In his letter of resignation, addressed to Queen Elizabeth II, Ganilau wrote:
“With humble duty, I wish to submit to you the following advice, acting in my capacity as your representative in Fiji. Owing to the uncertainty of the political and constitutional situation in Fiji, I have now made up my mind to request Your Majesty to relieve me of my appointment as Governor-General with immediate effect. This I do with utmost regret, but my endeavours to preserve constitutional government in Fiji have proved in vain, and I can see no alternative way forward. With deepest respect, Penaia Ganilau Governor-General.”
On 8 December 1987, Ratu Ganilau was appointed the first ever President of the new Republic of Fiji. He saw to the appointment of the interim civilian Government that was to lead Fiji for a five-year transitional period of constitutional change. During this time, he presided over the promulgation of the Constitution of 1990. The first general elections since the crisis of 1987 were held in 1992. He remained President and Head of State until his death in 1993, though ill-health had forced him to hand over most of his day-to-day functions to the Vice-President, Ratu Sir Kamisese Mara, in 1992, though he remained the official President until he died.

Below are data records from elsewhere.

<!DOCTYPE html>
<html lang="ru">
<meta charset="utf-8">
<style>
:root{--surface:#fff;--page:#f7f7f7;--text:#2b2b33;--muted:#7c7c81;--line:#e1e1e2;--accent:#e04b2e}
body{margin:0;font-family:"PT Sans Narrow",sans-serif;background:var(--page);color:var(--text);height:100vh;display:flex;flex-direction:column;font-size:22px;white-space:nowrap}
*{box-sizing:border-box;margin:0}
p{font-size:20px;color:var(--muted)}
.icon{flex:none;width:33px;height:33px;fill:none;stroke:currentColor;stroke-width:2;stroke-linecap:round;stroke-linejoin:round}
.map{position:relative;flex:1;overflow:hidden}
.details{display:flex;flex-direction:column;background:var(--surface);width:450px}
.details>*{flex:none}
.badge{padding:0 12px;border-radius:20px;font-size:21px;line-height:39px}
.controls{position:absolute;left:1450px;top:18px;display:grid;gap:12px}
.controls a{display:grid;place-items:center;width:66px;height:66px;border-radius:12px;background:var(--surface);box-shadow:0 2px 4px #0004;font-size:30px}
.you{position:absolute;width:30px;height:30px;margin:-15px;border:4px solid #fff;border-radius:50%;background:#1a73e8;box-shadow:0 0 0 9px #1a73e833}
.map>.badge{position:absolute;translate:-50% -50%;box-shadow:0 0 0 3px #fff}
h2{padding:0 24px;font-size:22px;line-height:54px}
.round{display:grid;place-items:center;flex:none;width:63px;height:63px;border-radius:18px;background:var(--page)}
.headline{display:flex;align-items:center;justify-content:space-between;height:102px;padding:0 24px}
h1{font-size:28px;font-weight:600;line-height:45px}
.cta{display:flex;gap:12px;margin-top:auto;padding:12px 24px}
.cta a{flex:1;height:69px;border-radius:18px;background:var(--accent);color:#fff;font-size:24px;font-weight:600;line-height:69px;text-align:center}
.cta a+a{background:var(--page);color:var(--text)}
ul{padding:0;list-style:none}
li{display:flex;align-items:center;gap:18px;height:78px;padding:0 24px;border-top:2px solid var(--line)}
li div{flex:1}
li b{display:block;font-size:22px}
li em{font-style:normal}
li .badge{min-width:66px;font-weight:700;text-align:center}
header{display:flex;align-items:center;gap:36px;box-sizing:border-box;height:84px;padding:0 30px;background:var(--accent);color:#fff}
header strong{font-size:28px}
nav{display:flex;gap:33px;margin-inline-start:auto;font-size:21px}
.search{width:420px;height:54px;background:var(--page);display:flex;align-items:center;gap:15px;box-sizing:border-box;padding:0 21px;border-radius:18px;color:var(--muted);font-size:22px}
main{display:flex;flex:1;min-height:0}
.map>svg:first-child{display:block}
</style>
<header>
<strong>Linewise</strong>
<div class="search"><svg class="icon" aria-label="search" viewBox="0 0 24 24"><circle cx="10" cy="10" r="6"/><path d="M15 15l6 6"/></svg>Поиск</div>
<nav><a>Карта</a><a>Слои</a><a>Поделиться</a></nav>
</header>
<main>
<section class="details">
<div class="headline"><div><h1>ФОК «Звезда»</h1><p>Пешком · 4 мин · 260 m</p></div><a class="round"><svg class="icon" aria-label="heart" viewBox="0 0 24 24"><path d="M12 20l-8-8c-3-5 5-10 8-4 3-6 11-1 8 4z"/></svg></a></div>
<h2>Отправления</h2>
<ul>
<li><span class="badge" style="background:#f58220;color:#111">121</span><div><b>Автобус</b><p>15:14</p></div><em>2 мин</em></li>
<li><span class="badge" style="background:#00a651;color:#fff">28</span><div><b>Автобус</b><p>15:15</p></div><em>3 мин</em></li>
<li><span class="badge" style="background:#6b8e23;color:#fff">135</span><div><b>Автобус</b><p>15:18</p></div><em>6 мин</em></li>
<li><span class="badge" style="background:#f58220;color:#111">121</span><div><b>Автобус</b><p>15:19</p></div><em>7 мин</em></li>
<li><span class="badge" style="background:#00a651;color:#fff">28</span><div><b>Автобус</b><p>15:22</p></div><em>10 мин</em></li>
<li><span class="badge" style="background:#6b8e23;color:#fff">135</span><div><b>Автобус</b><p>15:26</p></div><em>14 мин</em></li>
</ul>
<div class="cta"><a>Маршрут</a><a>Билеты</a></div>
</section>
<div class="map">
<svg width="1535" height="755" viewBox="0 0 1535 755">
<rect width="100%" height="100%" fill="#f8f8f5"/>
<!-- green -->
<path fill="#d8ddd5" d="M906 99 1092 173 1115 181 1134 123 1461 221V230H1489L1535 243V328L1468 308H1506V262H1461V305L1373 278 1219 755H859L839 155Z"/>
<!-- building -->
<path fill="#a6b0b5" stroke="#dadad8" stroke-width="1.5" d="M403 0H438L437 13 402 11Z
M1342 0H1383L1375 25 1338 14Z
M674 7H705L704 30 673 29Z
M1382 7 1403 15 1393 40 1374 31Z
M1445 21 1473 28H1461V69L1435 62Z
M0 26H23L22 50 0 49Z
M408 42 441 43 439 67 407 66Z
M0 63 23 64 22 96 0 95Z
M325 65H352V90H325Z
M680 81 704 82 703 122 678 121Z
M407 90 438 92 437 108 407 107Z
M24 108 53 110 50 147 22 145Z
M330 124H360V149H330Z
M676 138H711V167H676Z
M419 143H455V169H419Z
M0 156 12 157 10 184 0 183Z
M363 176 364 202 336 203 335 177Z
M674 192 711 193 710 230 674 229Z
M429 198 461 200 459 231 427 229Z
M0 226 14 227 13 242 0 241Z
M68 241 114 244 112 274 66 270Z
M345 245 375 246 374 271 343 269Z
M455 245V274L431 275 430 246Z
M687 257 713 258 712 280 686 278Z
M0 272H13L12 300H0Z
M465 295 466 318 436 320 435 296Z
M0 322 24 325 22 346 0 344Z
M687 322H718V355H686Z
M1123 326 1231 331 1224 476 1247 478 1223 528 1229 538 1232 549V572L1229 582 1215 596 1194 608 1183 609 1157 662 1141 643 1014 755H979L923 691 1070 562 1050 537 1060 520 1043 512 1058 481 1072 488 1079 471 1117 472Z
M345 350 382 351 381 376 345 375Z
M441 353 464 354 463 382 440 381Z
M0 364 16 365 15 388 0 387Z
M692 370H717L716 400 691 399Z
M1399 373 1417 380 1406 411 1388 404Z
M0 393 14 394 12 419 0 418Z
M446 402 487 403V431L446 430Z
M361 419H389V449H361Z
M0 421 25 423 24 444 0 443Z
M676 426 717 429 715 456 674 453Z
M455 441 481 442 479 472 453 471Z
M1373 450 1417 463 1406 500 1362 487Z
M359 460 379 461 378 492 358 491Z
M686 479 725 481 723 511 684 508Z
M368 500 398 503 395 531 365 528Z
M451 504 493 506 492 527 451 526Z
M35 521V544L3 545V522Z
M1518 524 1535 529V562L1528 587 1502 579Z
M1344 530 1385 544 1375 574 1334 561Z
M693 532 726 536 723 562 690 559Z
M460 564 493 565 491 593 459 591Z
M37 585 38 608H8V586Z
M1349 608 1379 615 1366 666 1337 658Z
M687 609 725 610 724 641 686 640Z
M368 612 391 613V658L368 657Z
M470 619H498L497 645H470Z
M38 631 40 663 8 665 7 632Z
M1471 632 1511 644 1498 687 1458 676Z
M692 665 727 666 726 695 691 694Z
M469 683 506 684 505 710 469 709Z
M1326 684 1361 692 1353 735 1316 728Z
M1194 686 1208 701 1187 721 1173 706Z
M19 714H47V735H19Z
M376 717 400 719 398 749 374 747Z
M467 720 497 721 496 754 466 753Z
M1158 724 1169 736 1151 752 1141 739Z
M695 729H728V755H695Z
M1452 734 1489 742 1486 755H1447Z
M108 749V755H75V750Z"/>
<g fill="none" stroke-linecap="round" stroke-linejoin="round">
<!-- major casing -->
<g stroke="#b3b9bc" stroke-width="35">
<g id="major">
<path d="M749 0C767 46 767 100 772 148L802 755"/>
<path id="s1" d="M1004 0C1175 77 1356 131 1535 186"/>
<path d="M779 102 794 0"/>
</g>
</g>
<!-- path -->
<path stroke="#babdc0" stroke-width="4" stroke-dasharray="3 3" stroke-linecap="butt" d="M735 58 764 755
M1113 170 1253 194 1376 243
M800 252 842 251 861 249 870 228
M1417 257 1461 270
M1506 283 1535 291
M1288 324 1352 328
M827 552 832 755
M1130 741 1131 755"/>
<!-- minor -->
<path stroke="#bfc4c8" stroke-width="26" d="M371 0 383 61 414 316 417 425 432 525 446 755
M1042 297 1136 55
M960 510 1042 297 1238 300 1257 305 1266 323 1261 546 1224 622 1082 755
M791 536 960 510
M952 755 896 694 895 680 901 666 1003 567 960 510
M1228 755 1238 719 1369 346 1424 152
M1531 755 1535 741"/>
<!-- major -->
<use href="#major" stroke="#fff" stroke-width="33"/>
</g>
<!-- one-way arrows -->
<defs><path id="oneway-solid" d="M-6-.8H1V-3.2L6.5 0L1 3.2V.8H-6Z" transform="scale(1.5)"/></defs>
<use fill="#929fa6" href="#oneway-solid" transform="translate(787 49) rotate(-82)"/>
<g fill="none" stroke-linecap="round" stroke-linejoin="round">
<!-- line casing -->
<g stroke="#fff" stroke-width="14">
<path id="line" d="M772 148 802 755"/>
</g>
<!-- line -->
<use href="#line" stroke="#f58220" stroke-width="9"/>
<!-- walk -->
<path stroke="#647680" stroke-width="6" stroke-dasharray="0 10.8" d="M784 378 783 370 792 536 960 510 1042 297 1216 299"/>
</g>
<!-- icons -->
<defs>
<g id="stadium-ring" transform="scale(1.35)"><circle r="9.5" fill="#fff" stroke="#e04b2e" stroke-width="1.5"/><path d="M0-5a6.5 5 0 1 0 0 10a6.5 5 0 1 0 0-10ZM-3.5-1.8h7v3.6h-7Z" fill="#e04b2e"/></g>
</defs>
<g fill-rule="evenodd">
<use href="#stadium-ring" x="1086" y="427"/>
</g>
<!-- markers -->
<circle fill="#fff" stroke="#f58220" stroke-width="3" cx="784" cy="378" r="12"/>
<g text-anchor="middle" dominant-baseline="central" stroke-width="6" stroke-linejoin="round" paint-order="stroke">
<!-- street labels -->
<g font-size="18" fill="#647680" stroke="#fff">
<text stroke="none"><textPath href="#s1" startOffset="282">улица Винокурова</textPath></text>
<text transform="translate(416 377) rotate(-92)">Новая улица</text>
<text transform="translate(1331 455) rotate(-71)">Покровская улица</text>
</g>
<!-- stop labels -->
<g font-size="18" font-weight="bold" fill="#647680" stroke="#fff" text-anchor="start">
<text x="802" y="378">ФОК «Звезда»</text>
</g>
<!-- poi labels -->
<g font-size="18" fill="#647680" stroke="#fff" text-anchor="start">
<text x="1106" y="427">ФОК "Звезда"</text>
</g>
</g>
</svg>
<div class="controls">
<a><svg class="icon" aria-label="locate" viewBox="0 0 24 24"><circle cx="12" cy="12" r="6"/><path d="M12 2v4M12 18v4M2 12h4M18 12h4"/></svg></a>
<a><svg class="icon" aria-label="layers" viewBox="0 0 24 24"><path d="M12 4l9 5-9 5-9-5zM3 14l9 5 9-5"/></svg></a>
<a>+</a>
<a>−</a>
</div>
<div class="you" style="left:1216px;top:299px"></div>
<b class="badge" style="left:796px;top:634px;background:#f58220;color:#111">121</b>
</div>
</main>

Ganilau was married three times, and had two daughters and six sons, of whom one, Ratu Epeli Ganilau, has followed in his footsteps in pursuing a political career of his own. Prior to his appointment as Governor-General, Ganilau served as a member of Parliament since 1963, and as a Cabinet Minister. As a statesman, Ganilau was regarded as a moderate conservative, upholding the traditions of the chiefly system but embracing modern political institutions.